As soon as you have a repository, clone it locally
- Install dependencies with:
yarn install
- Setup Contenful access
To develop locally, you will want to connect to a Contentful instance that has the same data model as we use to develop, there are 3 ways to do that:
- You could get access to an existing space that follows Contentful Marketing Template content model, for example a colleague could share his space with you
- You could create your own space with https://www.contentful.com/starter-templates/marketing-website/. Keep in mind, new templates today can only be deployed on brand new Contentful accounts, so you might have to create a new account with a new email to do that, but this shouldn't be a problem, as it's free.
- You can start from scratch and use the contentful CLI and
/migrations/ctf-seed.json
to import our demo content into your own contentful instance: yarn seed --environment-id=[ENVIRONMENT_ID] --space-id=[SPACE_ID]
You will want to get a CDA and CPA API keys by using this guide
- Configure environment
Create .env.local in root directory of the repo with the following contents:
CONTENTFUL_SPACE=<space id>
CONTENTFUL_DELIVERY_API=<delivery api key>
CONTENTFUL_PREVIEW_API=<preview api key>
CONTENTFUL_ENVIRONMENT=master
CONTENTFUL_PREVIEW_SECRET=secret
# Enable or disable Content Source Maps, see https://www.contentful.com/developers/docs/tools/vercel/content-source-maps-with-vercel/
CONTENTFUL_USE_CONTENT_SOURCE_MAPS=true
- Run Dev Server
yarn dev
Open http://localhost:3000 with your browser to see the result.
Documentation
Deploy to Vercel
The easiest way to deploy your Next.js app is to use the Vercel Platform from the creators of Next.js.

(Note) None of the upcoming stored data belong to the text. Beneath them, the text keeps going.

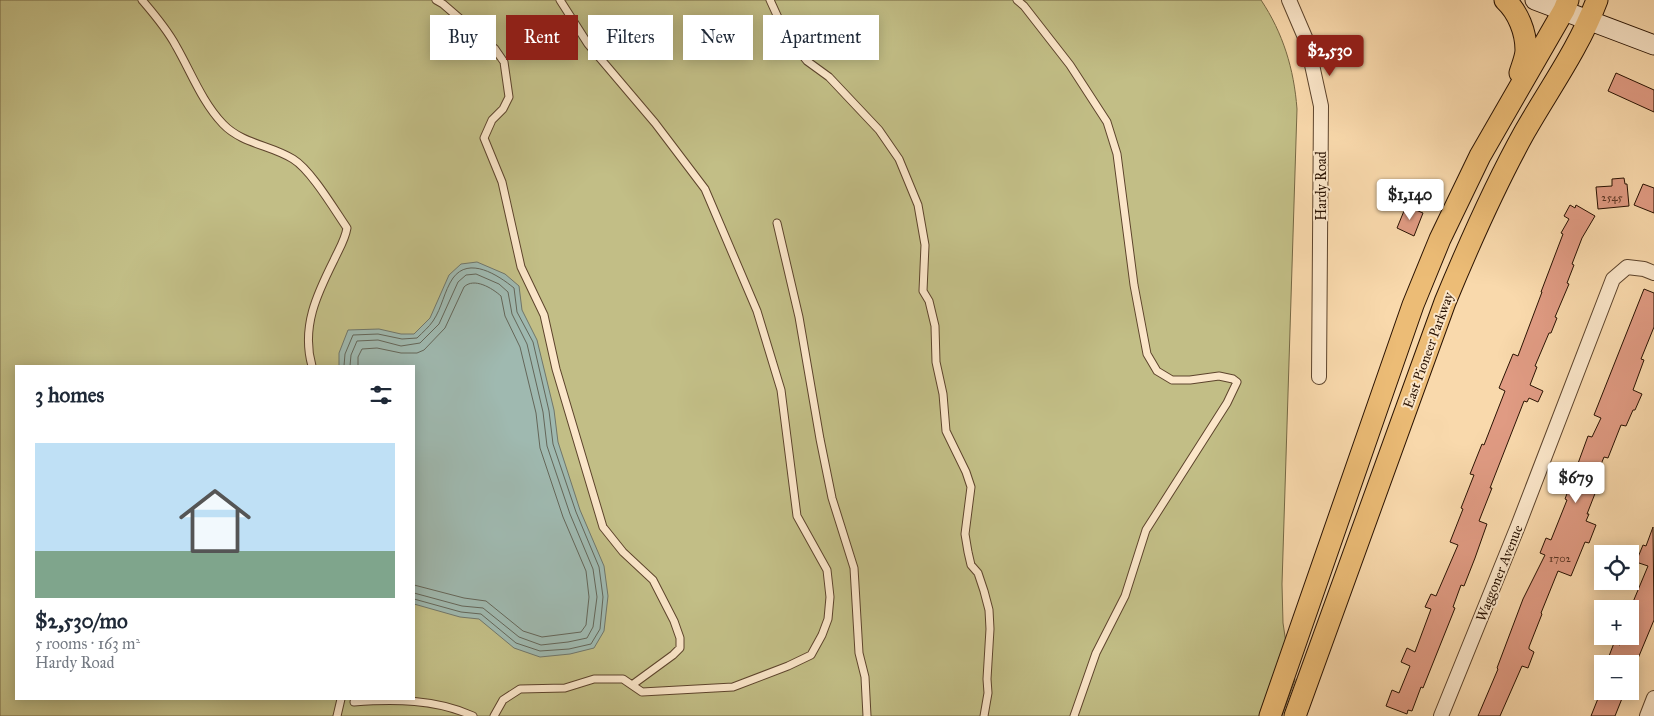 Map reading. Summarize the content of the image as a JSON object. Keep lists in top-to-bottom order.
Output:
{
  "streets": {
    "main road": ["East Pioneer Parkway"],
    "street": ["Hardy Road", "Waggoner Avenue"]
  },
  "house_numbers": ["2545", "1702"],
  "page": {
    "chip": [
      "Buy",
      "Rent",
      "Filters",
      "New",
      "Apartment"
    ],
    "price": ["$2,530", "$1,140", "$679"],
    "heading": "3 homes",
    "list": [
      {
        "name": "$2,530/mo",
        "note": "5 rooms · 163 m² · Hardy Road"
      }
    ],
    "map_buttons": ["+", "−"]
  }
}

Check out our Next.js deployment documentation for more details.
Support
While this starterkit is in active development, fixing some UI bugs or unfinished components may not be a priority.
This starterkit is meant to serve two purposes:
- Provide best practices for starting new projects with Contentful and Next.js
- Provide a demo site and a playground to test new features released in Next.js and Contenful
You are free to use the starterkit as a template to start new projects, but you can also pick and choose which reference implementations you like and copy them into your own project.
The demo site will evolve as we strive to demostrate more Next.js capabilities, but so will the Contentful part as Contentful adds more features (Contentful Studio, Taxonomy, etc)
Some features are going to be implemented just enough to demonstrate the concept in a demo, other features may be relying on particular infrastructure like on Vercel, it will be a balancing act.
Our commitment is to support majority of users and let them opt in, remove or modify certain functionality if they don't share the same infrastructure or feature set. We will provide documentation and guidance how to do that
Contributors
This project is open-source under MIT license and accepts contributions, if you have any feedback, please create a discussion or an issue on Github.